▶ [What to work on] Each entry has to be copied exactly, with nothing missed.

▶ [Data extract]
○ ○ ○ ○ ○ ○ ○
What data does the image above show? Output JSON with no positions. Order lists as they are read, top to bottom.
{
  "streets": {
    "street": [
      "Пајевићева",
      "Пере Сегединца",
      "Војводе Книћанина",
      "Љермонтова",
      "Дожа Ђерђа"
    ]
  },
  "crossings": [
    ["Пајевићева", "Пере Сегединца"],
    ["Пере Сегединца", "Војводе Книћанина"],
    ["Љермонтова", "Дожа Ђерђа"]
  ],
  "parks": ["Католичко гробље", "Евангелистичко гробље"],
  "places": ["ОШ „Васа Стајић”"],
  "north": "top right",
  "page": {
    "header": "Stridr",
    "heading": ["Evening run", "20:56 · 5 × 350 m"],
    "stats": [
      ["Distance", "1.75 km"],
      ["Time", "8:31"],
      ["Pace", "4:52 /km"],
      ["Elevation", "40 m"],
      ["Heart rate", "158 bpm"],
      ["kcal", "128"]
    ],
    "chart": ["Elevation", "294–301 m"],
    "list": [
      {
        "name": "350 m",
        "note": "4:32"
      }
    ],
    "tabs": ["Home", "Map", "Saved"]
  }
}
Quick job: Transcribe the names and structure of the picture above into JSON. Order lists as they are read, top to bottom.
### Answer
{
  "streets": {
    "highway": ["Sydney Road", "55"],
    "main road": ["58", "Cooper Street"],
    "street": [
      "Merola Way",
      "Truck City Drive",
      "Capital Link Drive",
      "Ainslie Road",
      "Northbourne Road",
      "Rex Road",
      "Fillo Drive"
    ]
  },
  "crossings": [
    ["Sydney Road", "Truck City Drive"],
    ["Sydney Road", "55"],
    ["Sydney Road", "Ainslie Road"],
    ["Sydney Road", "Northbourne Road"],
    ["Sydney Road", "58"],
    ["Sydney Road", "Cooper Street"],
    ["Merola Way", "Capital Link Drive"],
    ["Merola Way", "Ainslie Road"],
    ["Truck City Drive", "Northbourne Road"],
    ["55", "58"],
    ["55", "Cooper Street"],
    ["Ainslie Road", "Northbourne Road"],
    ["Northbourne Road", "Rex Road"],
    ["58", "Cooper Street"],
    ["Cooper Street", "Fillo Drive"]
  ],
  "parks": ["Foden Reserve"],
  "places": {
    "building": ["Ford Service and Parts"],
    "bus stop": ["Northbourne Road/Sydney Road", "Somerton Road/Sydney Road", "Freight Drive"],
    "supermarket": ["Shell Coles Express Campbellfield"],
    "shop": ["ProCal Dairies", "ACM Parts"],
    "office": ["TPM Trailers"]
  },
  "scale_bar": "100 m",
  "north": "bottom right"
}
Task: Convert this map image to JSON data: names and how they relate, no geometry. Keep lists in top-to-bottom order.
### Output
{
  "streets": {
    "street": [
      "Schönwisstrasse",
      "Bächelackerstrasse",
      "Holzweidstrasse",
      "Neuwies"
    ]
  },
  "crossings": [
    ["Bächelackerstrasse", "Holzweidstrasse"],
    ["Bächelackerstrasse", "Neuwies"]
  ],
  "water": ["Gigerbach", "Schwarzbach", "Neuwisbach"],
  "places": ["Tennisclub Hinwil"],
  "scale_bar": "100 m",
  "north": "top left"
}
○ ○ ○ ○ ○ ○ ○
▶ [Result of this exercise]
What data does the image above show? Output JSON with no positions. Order lists as they are read, top to bottom.
{
  "streets": {
    "street": [
      "Пајевићева",
      "Пере Сегединца",
      "Војводе Книћанина",
      "Љермонтова",
      "Дожа Ђерђа"
    ]
  },
  "crossings": [
    ["Пајевићева", "Пере Сегединца"],
    ["Пере Сегединца", "Војводе Книћанина"],
    ["Љермонтова", "Дожа Ђерђа"]
  ],
  "parks": ["Католичко гробље", "Евангелистичко гробље"],
  "places": ["ОШ „Васа Стајић”"],
  "north": "top right",
  "page": {
    "header": "Stridr",
    "heading": ["Evening run", "20:56 · 5 × 350 m"],
    "stats": [
      ["Distance", "1.75 km"],
      ["Time", "8:31"],
      ["Pace", "4:52 /km"],
      ["Elevation", "40 m"],
      ["Heart rate", "158 bpm"],
      ["kcal", "128"]
    ],
    "chart": ["Elevation", "294–301 m"],
    "list": [
      {
        "name": "350 m",
        "note": "4:32"
      }
    ],
    "tabs": ["Home", "Map", "Saved"]
  }
}
Quick job: Transcribe the names and structure of the picture above into JSON. Order lists as they are read, top to bottom.
### Answer
{
  "streets": {
    "highway": ["Sydney Road", "55"],
    "main road": ["58", "Cooper Street"],
    "street": [
      "Merola Way",
      "Truck City Drive",
      "Capital Link Drive",
      "Ainslie Road",
      "Northbourne Road",
      "Rex Road",
      "Fillo Drive"
    ]
  },
  "crossings": [
    ["Sydney Road", "Truck City Drive"],
    ["Sydney Road", "55"],
    ["Sydney Road", "Ainslie Road"],
    ["Sydney Road", "Northbourne Road"],
    ["Sydney Road", "58"],
    ["Sydney Road", "Cooper Street"],
    ["Merola Way", "Capital Link Drive"],
    ["Merola Way", "Ainslie Road"],
    ["Truck City Drive", "Northbourne Road"],
    ["55", "58"],
    ["55", "Cooper Street"],
    ["Ainslie Road", "Northbourne Road"],
    ["Northbourne Road", "Rex Road"],
    ["58", "Cooper Street"],
    ["Cooper Street", "Fillo Drive"]
  ],
  "parks": ["Foden Reserve"],
  "places": {
    "building": ["Ford Service and Parts"],
    "bus stop": ["Northbourne Road/Sydney Road", "Somerton Road/Sydney Road", "Freight Drive"],
    "supermarket": ["Shell Coles Express Campbellfield"],
    "shop": ["ProCal Dairies", "ACM Parts"],
    "office": ["TPM Trailers"]
  },
  "scale_bar": "100 m",
  "north": "bottom right"
}
Task: Convert this map image to JSON data: names and how they relate, no geometry. Keep lists in top-to-bottom order.
### Output
{
  "streets": {
    "street": [
      "Schönwisstrasse",
      "Bächelackerstrasse",
      "Holzweidstrasse",
      "Neuwies"
    ]
  },
  "crossings": [
    ["Bächelackerstrasse", "Holzweidstrasse"],
    ["Bächelackerstrasse", "Neuwies"]
  ],
  "water": ["Gigerbach", "Schwarzbach", "Neuwisbach"],
  "places": ["Tennisclub Hinwil"],
  "scale_bar": "100 m",
  "north": "top left"
}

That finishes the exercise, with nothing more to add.